Payne, E., Virgilio, M., Narla, A., Sun, H., Levine, M., Paw, B.H., Berliner, N., Look, A.T., Ebert, B., and Khanna-Gupta, A. (2012) L-leucine improves the anemia and developmental defects associated with Diamond-Blackfan anemia and del(5q) MDS by activating the mTOR pathway. Blood. 120(11):2214-2224.
Haploinsufficiency of ribosomal proteins (RP) has been proposed to be the common basis for the anemia observed in Diamond-Blackfan
anemia (DBA) and myelodysplastic syndrome with loss of chromosome 5q (del(5q) MDS). We have modeled DBA and del(5q) MDS in
zebrafish using antisense morpholinos to rps19 and rps14 respectively, and have demonstrated that, as in humans, haploinsufficient levels of these proteins lead to a profound anemia.

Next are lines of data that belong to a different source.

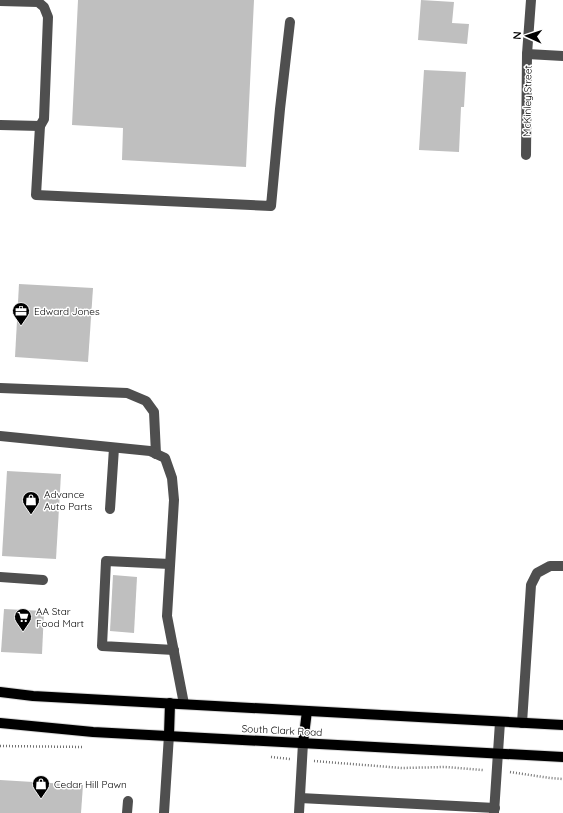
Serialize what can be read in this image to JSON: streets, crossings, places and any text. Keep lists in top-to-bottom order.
{
  "streets": {
    "main road": ["South Clark Road"],
    "street": ["McKinley Street"]
  },
  "places": {
    "office": ["Edward Jones"],
    "shop": ["Advance Auto Parts", "Cedar Hill Pawn"],
    "supermarket": ["AA Star Food Mart"]
  },
  "north": "left"
}
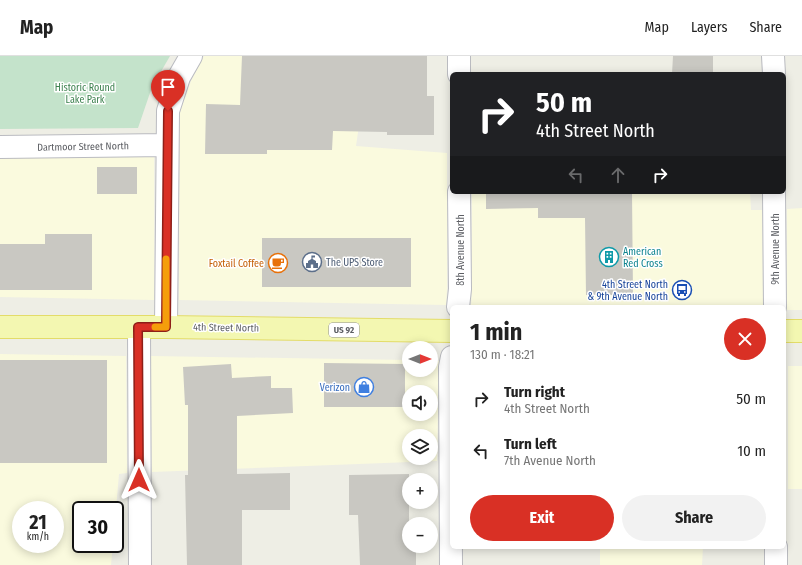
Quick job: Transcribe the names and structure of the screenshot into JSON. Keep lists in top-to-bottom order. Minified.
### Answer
{"streets":{"main road":["4th Street North","US 92"],"street":["Dartmoor Street North","9th Avenue North","8th Avenue North"]},"parks":["Historic Round Lake Park"],"places":{"building":["American Red Cross"],"public building":["The UPS Store"],"cafe":["Foxtail Coffee"],"bus stop":["4th Street North & 9th Avenue North"],"shop":["Verizon"]},"north":"right","page":{"header":"Map","nav":["Map","Layers","Share"],"turn":["50 m","4th Street North"],"heading":["1 min","130 m · 18:21"],"map_buttons":["+","−"],"list":[{"name":"Turn right","note":"4th Street North","value":"50 m"},{"name":"Turn left","note":"7th Avenue North","value":"10 m"}],"buttons":["Exit","Share"],"speed":"21 km/h","limit":"30"}}
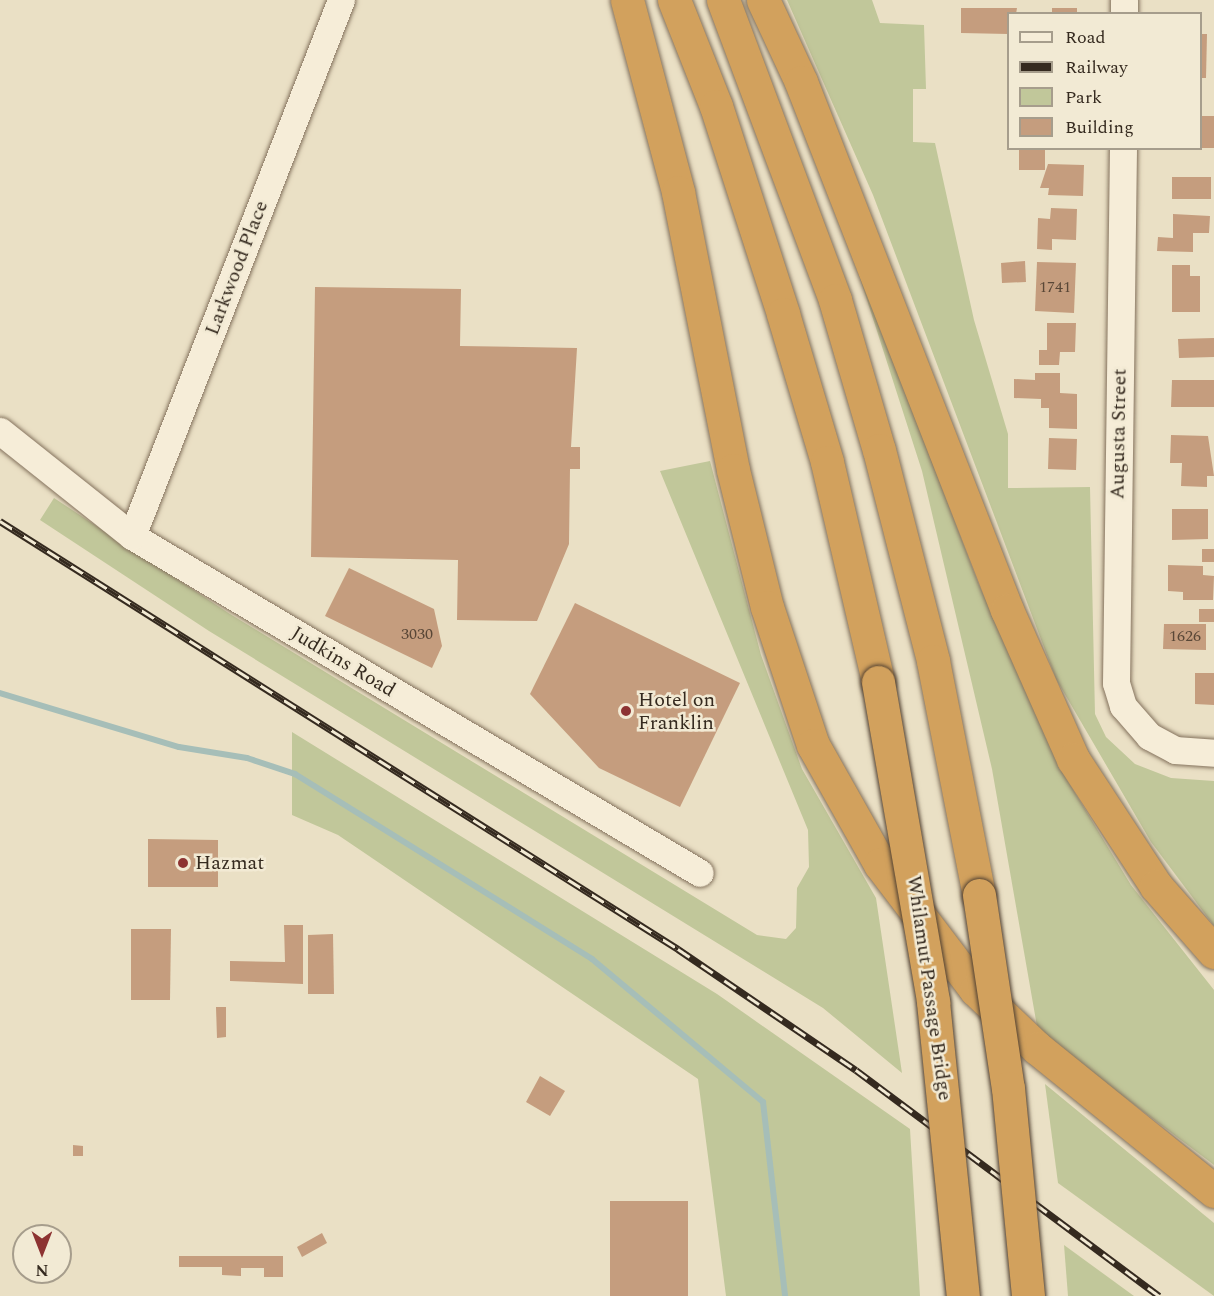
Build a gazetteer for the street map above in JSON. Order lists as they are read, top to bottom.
{
  "streets": {
    "highway": ["Whilamut Passage Bridge"],
    "street": ["Larkwood Place", "Augusta Street", "Judkins Road"]
  },
  "crossings": [
    ["Larkwood Place", "Judkins Road"]
  ],
  "places": ["Hotel on Franklin", "Hazmat"],
  "house_numbers": ["1741", "3030", "1626"],
  "legend": [
    "Road",
    "Railway",
    "Park",
    "Building"
  ],
  "north": "bottom"
}
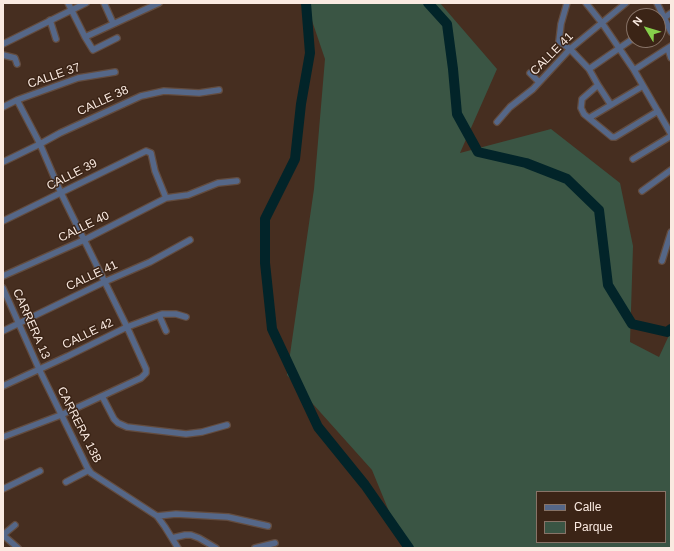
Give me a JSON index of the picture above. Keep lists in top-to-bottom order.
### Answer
{
  "streets": {
    "street": [
      "CALLE 41",
      "CALLE 37",
      "CALLE 38",
      "CALLE 39",
      "CALLE 40",
      "CARRERA 13",
      "CALLE 42",
      "CARRERA 13B"
    ]
  },
  "crossings": [
    ["CALLE 41", "CARRERA 13"],
    ["CALLE 39", "CALLE 40"],
    ["CARRERA 13", "CALLE 42"],
    ["CARRERA 13", "CARRERA 13B"],
    ["CALLE 42", "CARRERA 13B"]
  ],
  "legend": ["Calle", "Parque"],
  "north": "top left"
}
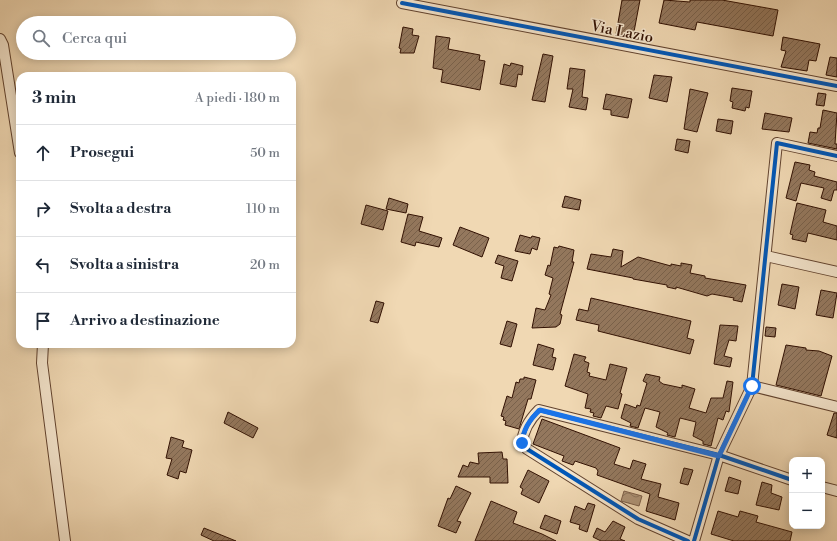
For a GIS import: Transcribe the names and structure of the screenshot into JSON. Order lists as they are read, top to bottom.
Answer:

To address the hypothesis that RP loss results in impaired mRNA translation, we treated Rps19 and Rps14 deficient embryos
with the amino acid L-Leucine, a known activator of mRNA translation. This resulted in a striking improvement of the anemia
associated with RP loss. We confirmed our findings in primary human CD34+ cells, following shRNA knockdown of RPS19 and RPS14.
Furthermore, we showed that loss of Rps19 or Rps14 activates the mTOR pathway and this is accentuated by L-Leucine in both
Rps19 and Rps14 morphants. This effect could be abrogated by rapamycin suggesting that mTOR signaling may be responsible
for the improvement in anemia associated with L-Leucine. Our studies support the rationale for on-going clinical trials of
L-Leucine as a therapeutic agent for DBA, and potentially for patients with del(5q)MDS.